# [Directions]
Print the whole listing, keeping every line exactly as given.

# [Supplied data]

+++

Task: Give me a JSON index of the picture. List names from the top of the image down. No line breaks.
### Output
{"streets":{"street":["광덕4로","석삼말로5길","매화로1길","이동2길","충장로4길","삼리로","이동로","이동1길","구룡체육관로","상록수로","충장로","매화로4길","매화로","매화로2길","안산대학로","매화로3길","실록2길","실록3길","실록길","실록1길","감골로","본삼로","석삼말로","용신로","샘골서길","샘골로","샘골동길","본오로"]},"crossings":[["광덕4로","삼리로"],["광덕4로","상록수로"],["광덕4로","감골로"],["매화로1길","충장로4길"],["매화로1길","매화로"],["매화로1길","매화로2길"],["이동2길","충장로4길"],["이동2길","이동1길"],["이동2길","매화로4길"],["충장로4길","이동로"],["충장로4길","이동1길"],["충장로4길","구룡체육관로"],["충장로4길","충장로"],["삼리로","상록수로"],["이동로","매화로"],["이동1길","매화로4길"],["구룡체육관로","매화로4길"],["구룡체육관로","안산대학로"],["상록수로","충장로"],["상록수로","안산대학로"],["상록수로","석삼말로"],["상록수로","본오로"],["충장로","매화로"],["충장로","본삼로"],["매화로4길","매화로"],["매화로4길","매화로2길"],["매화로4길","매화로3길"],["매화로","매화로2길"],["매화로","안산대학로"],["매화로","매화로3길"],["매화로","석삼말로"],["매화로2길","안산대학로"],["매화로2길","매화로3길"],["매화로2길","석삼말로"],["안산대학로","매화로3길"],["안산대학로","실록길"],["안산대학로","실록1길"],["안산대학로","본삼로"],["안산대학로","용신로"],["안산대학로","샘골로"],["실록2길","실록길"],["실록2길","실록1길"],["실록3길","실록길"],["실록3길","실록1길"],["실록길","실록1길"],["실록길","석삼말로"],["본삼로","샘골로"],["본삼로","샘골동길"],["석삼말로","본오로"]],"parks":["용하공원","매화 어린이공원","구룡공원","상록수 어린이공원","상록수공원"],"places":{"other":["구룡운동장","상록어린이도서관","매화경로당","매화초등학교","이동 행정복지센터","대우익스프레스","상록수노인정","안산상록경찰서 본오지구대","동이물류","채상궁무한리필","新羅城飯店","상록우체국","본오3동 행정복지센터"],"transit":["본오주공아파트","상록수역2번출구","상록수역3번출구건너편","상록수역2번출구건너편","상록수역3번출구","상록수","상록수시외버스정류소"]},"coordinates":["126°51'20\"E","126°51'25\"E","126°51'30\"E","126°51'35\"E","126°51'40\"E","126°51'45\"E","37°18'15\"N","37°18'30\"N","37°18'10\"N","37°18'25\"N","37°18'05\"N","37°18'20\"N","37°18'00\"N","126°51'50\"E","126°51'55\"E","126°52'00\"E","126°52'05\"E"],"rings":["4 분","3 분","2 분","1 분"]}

+++

# [Answer below]
Task: Give me a JSON index of the picture. List names from the top of the image down. No line breaks.
### Output
{"streets":{"street":["광덕4로","석삼말로5길","매화로1길","이동2길","충장로4길","삼리로","이동로","이동1길","구룡체육관로","상록수로","충장로","매화로4길","매화로","매화로2길","안산대학로","매화로3길","실록2길","실록3길","실록길","실록1길","감골로","본삼로","석삼말로","용신로","샘골서길","샘골로","샘골동길","본오로"]},"crossings":[["광덕4로","삼리로"],["광덕4로","상록수로"],["광덕4로","감골로"],["매화로1길","충장로4길"],["매화로1길","매화로"],["매화로1길","매화로2길"],["이동2길","충장로4길"],["이동2길","이동1길"],["이동2길","매화로4길"],["충장로4길","이동로"],["충장로4길","이동1길"],["충장로4길","구룡체육관로"],["충장로4길","충장로"],["삼리로","상록수로"],["이동로","매화로"],["이동1길","매화로4길"],["구룡체육관로","매화로4길"],["구룡체육관로","안산대학로"],["상록수로","충장로"],["상록수로","안산대학로"],["상록수로","석삼말로"],["상록수로","본오로"],["충장로","매화로"],["충장로","본삼로"],["매화로4길","매화로"],["매화로4길","매화로2길"],["매화로4길","매화로3길"],["매화로","매화로2길"],["매화로","안산대학로"],["매화로","매화로3길"],["매화로","석삼말로"],["매화로2길","안산대학로"],["매화로2길","매화로3길"],["매화로2길","석삼말로"],["안산대학로","매화로3길"],["안산대학로","실록길"],["안산대학로","실록1길"],["안산대학로","본삼로"],["안산대학로","용신로"],["안산대학로","샘골로"],["실록2길","실록길"],["실록2길","실록1길"],["실록3길","실록길"],["실록3길","실록1길"],["실록길","실록1길"],["실록길","석삼말로"],["본삼로","샘골로"],["본삼로","샘골동길"],["석삼말로","본오로"]],"parks":["용하공원","매화 어린이공원","구룡공원","상록수 어린이공원","상록수공원"],"places":{"other":["구룡운동장","상록어린이도서관","매화경로당","매화초등학교","이동 행정복지센터","대우익스프레스","상록수노인정","안산상록경찰서 본오지구대","동이물류","채상궁무한리필","新羅城飯店","상록우체국","본오3동 행정복지센터"],"transit":["본오주공아파트","상록수역2번출구","상록수역3번출구건너편","상록수역2번출구건너편","상록수역3번출구","상록수","상록수시외버스정류소"]},"coordinates":["126°51'20\"E","126°51'25\"E","126°51'30\"E","126°51'35\"E","126°51'40\"E","126°51'45\"E","37°18'15\"N","37°18'30\"N","37°18'10\"N","37°18'25\"N","37°18'05\"N","37°18'20\"N","37°18'00\"N","126°51'50\"E","126°51'55\"E","126°52'00\"E","126°52'05\"E"],"rings":["4 분","3 분","2 분","1 분"]}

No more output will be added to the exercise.